Have I mentioned my love for lemon? Years ago, I was on the search for a good lemon biscotti recipe – because lemon goes so well with coffee – but I wasn’t having any luck. All the recipes I tried didn’t have a pronounced enough flavour, or were turning out rock hard – I like my biscotti crisp, but not tooth-breakingly so. I found a recipe for pistachio biscotti that had gotten good reviews and decided to do a little tweaking and see if I could work lemon into the mix. I experimented with this recipe a few times until I got something I was happy with. Now I’ve been making this recipe for years.
When I first started experimenting, I tried adding lemon juice in addition to lemon zest. The flavour was good, but the dough was too wet and the second bake took forever, often getting too dark a colour.
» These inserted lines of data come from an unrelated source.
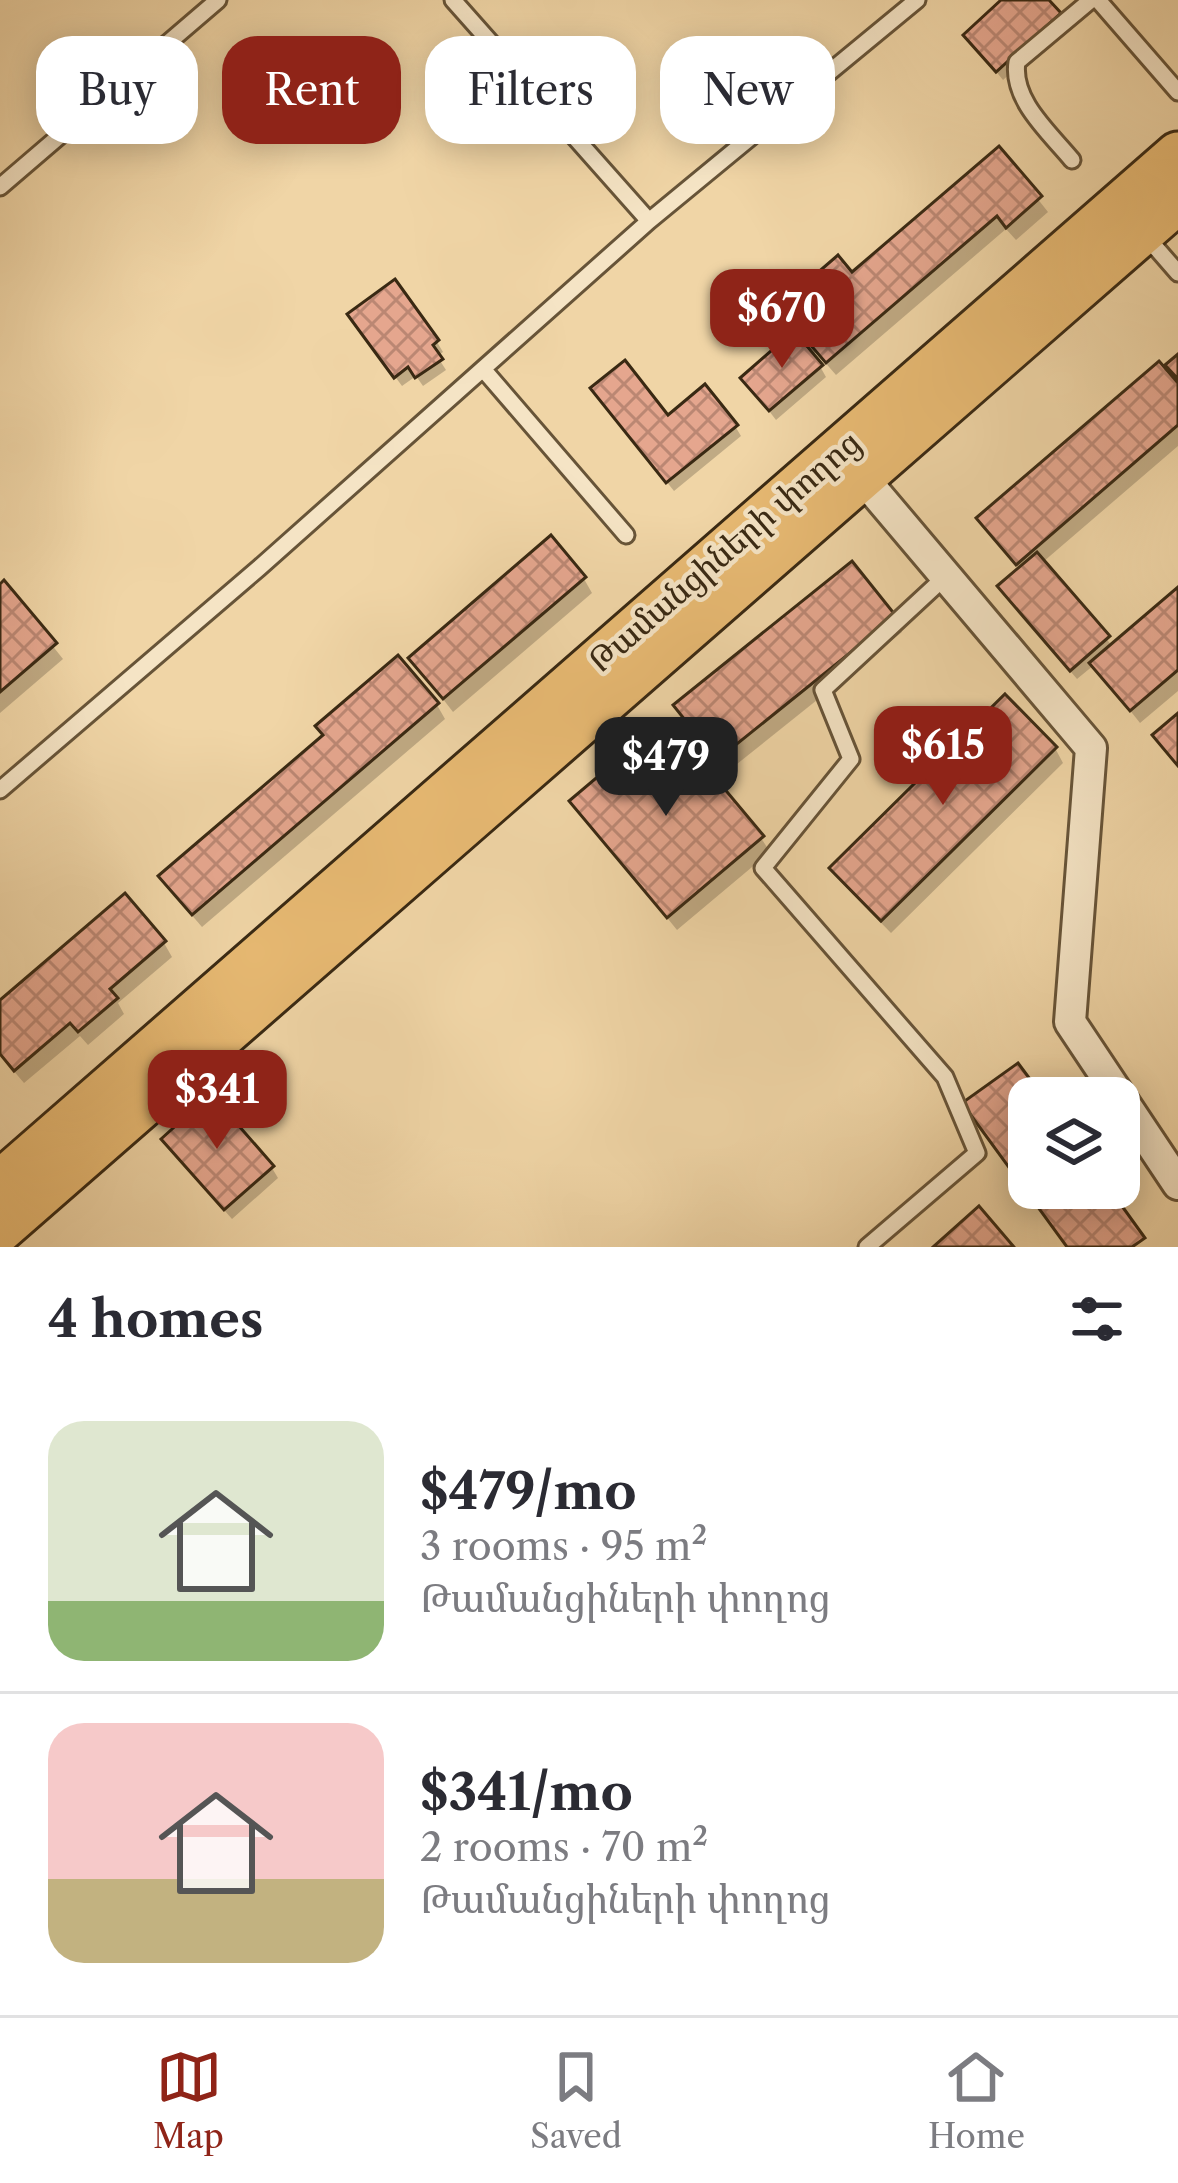 <!DOCTYPE html>
<html lang="en">
<head>
<meta charset="utf-8">
<style>
	:root { --surface:#fff; --page:#f2f2f3; --text:#2b2b33; --muted:#7c7c81; --line:#e1e1e2; --accent:#8f2418 }
	body { margin:0; font-family:"Libre Caslon Text","Noto Serif Armenian",serif; background:var(--page); color:var(--text); height:100vh; display:flex; flex-direction:column; font-size:45px; white-space:nowrap }
	* { box-sizing:border-box; margin:0 }
	p { font-size:39px; color:var(--muted) }
	.icon { flex:none; width:66px; height:66px; fill:none; stroke:currentColor; stroke-width:2; stroke-linecap:round; stroke-linejoin:round }
	.map { position:relative; height:1247px; overflow:hidden }
	.details { display:flex; flex-direction:column; background:var(--surface); flex:1 }
	.details>* { flex:none }
	.top-card { position:absolute; left:36px; top:36px; width:1107px; height:108px; display:flex; gap:24px }
	.fabs { position:absolute; left:1008px; top:1077px; display:grid; gap:24px }
	.fabs a { display:grid; place-items:center; width:132px; height:132px; border-radius:24px; background:var(--surface); box-shadow:0 6px 30px #0003; font-size:60px }
	.price { position:absolute; translate:-50% -102px; padding:0 27px; border-radius:24px; background:var(--accent); color:#fff; font-size:39px; line-height:78px; filter:drop-shadow(0 3px 6px #0008) }
	.price::after { content:''; position:absolute; left:50%; top:72px; width:36px; height:27px; margin-left:-18px; background:inherit; clip-path:polygon(0 0,100% 0,50% 100%) }
	.price.active { background:#222; color:#fff }
	ul { padding:0; list-style:none }
	li { display:flex; align-items:center; gap:36px; height:300px; padding:0 48px }
	li+li { border-top:3px solid var(--line) }
	li span { display:grid; place-items:center; flex:none; width:336px; height:240px; border-radius:36px; color:#555 }
	li>.icon { margin-inline-start:auto }
	span .icon { width:144px; height:144px; fill:#fffc; stroke-width:1 }
	li b { font-size:51px }
	h2 { display:flex; justify-content:space-between; align-items:center; height:144px; padding:0 48px; font-size:51px }
	.chip { padding:0 42px; border-radius:36px; background:var(--surface); box-shadow:0 6px 30px #0003; font-size:42px; line-height:108px }
	.chip.active { background:var(--accent); color:#fff }
	.tab-bar { display:flex; justify-content:space-around; align-items:center; height:168px; border-top:3px solid var(--line); background:var(--surface); font-size:33px; color:var(--muted) }
	.tab-bar a { display:grid; justify-items:center; gap:6px }
	.tab-bar .active { color:var(--accent) }
	.map>svg:first-child { display:block }
</style>
</head>
<body>
<div class="map">
<svg width="1178" height="1247" viewBox="0 0 1178 1247">
	<defs>
		<pattern id="building-cross-hatch" width="8" height="8" patternUnits="userSpaceOnUse" patternTransform="scale(3)"><rect width="8" height="8" fill="#e5a68e"/><path d="M0 0l8 8M0 8l8-8" fill="none" stroke="#bb8773"/></pattern>
	</defs>
	<rect width="100%" height="100%" fill="#f0d5a6"/>
	<filter id="stains"><feTurbulence type="fractalNoise" baseFrequency=".00167" numOctaves="4"/><feColorMatrix values="0 0 0 0 .2 0 0 0 0 .09 0 0 0 0 .02 0 0 0 .5 -.17"/></filter>
	<radialGradient id="worn" r=".72"><stop offset=".6" stop-color="#630" stop-opacity="0"/><stop offset="1" stop-color="#630" stop-opacity=".3"/></radialGradient>
	<path fill="#0003" d="M1006,0H1045L1064,25L1003,80L967,36Z
		M999,150L1048,212L1016,240L1006,229L836,375L816,352L813,354L826,377L776,420L744,378L798,332L781,308L852,276Z
		M357,325L437,342L443,352L437,356L446,370L423,386L416,376L402,386Z
		M1178,358V446L1043,562L1113,647L1178,591V691L1140,723L1094,665L1077,679L1007,597L1020,570L980,519Z
		M600,399L667,419L735,426L741,436L674,491Z
		M584,579L592,593L453,712L412,659Z
		M4,585L63,659L0,713V588Z
		M893,618L902,632L727,772L685,719Z
		M437,705L445,719L202,927L170,890L162,876Z
		M1055,748L1063,763L891,933L841,882L833,868Z
		M573,802L761,838L770,852L677,930Z
		M164,943L172,957L118,1003L124,1014L88,1045L80,1036L24,1083L0,1055V1004Z
		M171,1150L272,1168L278,1178L232,1219Z"/>
	<path fill="url(#building-cross-hatch)" stroke="#392913" stroke-width="3" d="M1001,0H1049L1061,13L996,72L963,35Z
		M999,146L1042,196L1006,228L997,216L826,363L778,307L838,255L852,272Z
		M395,279L439,340L433,345L443,359L415,378L408,367L394,378L347,314Z
		M794,331L823,365L769,411L740,378Z
		M1178,354V379L1165,365Z
		M625,360L668,415L705,384L738,425L666,483L590,388Z
		M1159,361L1178,383V425L1016,565L976,518Z
		M551,535L586,577L443,699L408,658Z
		M1037,552L1110,636L1070,671L997,586Z
		M852,561L896,616L717,760L673,705Z
		M4,580L57,643L0,692V584Z
		M1178,587V670L1130,711L1089,663Z
		M398,655L439,703L192,915L158,876L323,735L315,726Z
		M1005,694L1057,747L881,921L829,868Z
		M1178,713V766L1152,735Z
		M666,719L764,836L667,918L569,801Z
		M125,893L166,941L110,989L118,998L78,1032L70,1023L14,1071L0,1054V1000Z
		M1018,1063L1044,1098H1029V1188H1109L1145,1238L1132,1247H1067L962,1103Z
		M211,1094L274,1166L224,1210L161,1139Z
		M979,1206L1014,1247H933Z"/>
	<g fill="none" stroke-linecap="round" stroke-linejoin="round">
		<defs>
			<path id="lane" d="M453,0L649,221
				M1098,0L1178,92
				M1072,160C1050,133 1011,100 1017,62L1091,0
				M0,187L218,0
				M1144,234L1178,273
				M483,369L626,535
				M0,790L259,568L649,221L917,0
				M867,1247L977,1153L945,1077L763,868L851,759L823,690L946,576"/>
			<path id="street" d="M851,464L1091,748L1070,1022L1178,1184"/>
			<path id="primary" d="M0,1184L1178,155
				M0,1229L1178,200"/>
		</defs>
		<use href="#lane" stroke="#675438" stroke-width="21"/>
		<use href="#street" stroke="#675438" stroke-width="36"/>
		<use href="#primary" stroke="#392913" stroke-width="51"/>
		<use href="#lane" stroke="#f5e4c5" stroke-width="15"/>
		<use href="#street" stroke="#f5e4c5" stroke-width="30"/>
		<use href="#primary" stroke="#e8ba73" stroke-width="45"/>
	</g>
	<g text-anchor="middle" stroke-width="9" stroke-linejoin="round" paint-order="stroke">
		<g font-size="33" fill="#392913" stroke="#f5e4c5">
			<text transform="translate(724 551) rotate(-41)" y="12">Թամանցիների փողոց</text>
		</g>
	</g>
	<rect width="100%" height="100%" filter="url(#stains)"/>
	<rect width="100%" height="100%" fill="url(#worn)"/>
</svg>
<div class="fabs">
<a><svg class="icon" aria-label="layers" viewBox="0 0 24 24"><path d="M12 4l9 5-9 5-9-5zM3 14l9 5 9-5"/></svg></a>
</div>
<b class="price" style="left:782px;top:371px">$670</b>
<b class="price" style="left:943px;top:808px">$615</b>
<b class="price active" style="left:666px;top:819px">$479</b>
<b class="price" style="left:217px;top:1152px">$341</b>
<div class="top-card">
<a class="chip">Buy</a>
<a class="chip active">Rent</a>
<a class="chip">Filters</a>
<a class="chip">New</a>
</div>
</div>
<section class="details">
<h2>4 homes<svg class="icon" aria-label="filters" viewBox="0 0 24 24"><path d="M4 7h16M4 17h16"/><circle cx="9" cy="7" r="2"/><circle cx="15" cy="17" r="2"/></svg></h2>
<ul>
<li><span style="background:linear-gradient(#dfe7d0 75%,#8fb573 0)"><svg class="icon" aria-label="home" viewBox="0 0 24 24"><path d="M3 11l9-7 9 7M6 9v11h12V9"/></svg></span><div><b>$479/mo</b><p>3 rooms · 95 m²</p><p>Թամանցիների փողոց</p></div></li>
<li><span style="background:linear-gradient(#f6c9c9 65%,#c2b280 0)"><svg class="icon" aria-label="home" viewBox="0 0 24 24"><path d="M3 11l9-7 9 7M6 9v11h12V9"/></svg></span><div><b>$341/mo</b><p>2 rooms · 70 m²</p><p>Թամանցիների փողոց</p></div></li>
</ul>
</section>
<nav class="tab-bar">
<a class="active"><svg class="icon" aria-label="map" viewBox="0 0 24 24"><path d="M3 6l6-2 6 2 6-2v14l-6 2-6-2-6 2zM9 4v14M15 6v14"/></svg>Map</a>
<a><svg class="icon" aria-label="saved" viewBox="0 0 24 24"><path d="M7 4h10v16l-5-4-5 4z"/></svg>Saved</a>
<a><svg class="icon" aria-label="home" viewBox="0 0 24 24"><path d="M3 11l9-7 9 7M6 9v11h12V9"/></svg>Home</a>
</nav>
</body>
</html>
Lemon zest packs a lot of flavour, so I upped the amount of zest considerably and left out the lemon juice completely. The result is a delicately coloured biscotti with a perfectly crunchy texture and pronounced lemon flavour.
If you’ve never made biscotti before because you thought it was too complicated? It’s SO not. All you’re doing is baking the dough once in a log shape, then slicing the logs and baking again to dry them out. That’s it. So simple. The trickiest part is getting the timing of the second bake right so the cookies are crispy. You don’t want a chewy biscotti, but neither do you want to crack a tooth.
Many recipes will specify slicing the cookies 1″ thick, but I find getting the crispness right is easier with a thinner biscotti. I made these about 1/2″ thick.
The biggest problem I have with these cookies is that I could eat them all myself. Easily. I’m so tempted right now to not take them to work tomorrow.
mini lemon pistachio biscotti
This recipe is based on Tyler Florence’s Pistachio Biscotti recipe. I added lemon zest, modified the size of the biscotti and adjusted the baking time slightly. If you want to make full-size biscotti, refer back to the original recipe for sizing and baking times.
1-1/2 cups pistachios
3-1/2 cups all-purpose flour
1 tsp baking powder
1/2 tsp salt
1/2 cup unsalted butter
1 cup sugar
zest from 6 lemons
1 tsp vanilla extract
Preheat the oven to 350ºF.
Lay the pistachios on a cookie sheet in a single layer. Bake for 10 minutes or until the nuts are lightly toasted. Remove from the oven.
In a small bowl, work the lemon zest in with the sugar. In another bowl, whisk together the flour, baking powder and salt.
In the bowl of an electric mixer with a paddle attachment, beat the butter until light and fluffy. With the mixer running, gradually add the eggs, sugar, and vanilla; beat until well creamed. Turn the mixer to low and mix in the dry ingredients gradually. I ended up with a very crumbly dough that I had to work together by hand. I added the pistachios in at this point and kneaded it together.
Put the dough on a lightly floured surface and divide the dough into four pieces. Roll each piece into a log approximately 18 inches long, and flatten to about 1″ thick. Top the logs with sanding sugar if desired (optional). Place the logs on an ungreased cookie sheet and bake for about 30 minutes or until the bottoms are lightly brown. Let cool for 5 minutes and then place on a cutting board. Slice each log on a diagonal into 1/2-inch thick pieces.
Turn the oven down to 300°F. Put the cookies back on the cookie sheet and bake for about 8-10 minutes. Turn the cookies over and bake the other side for another 8-10 minutes.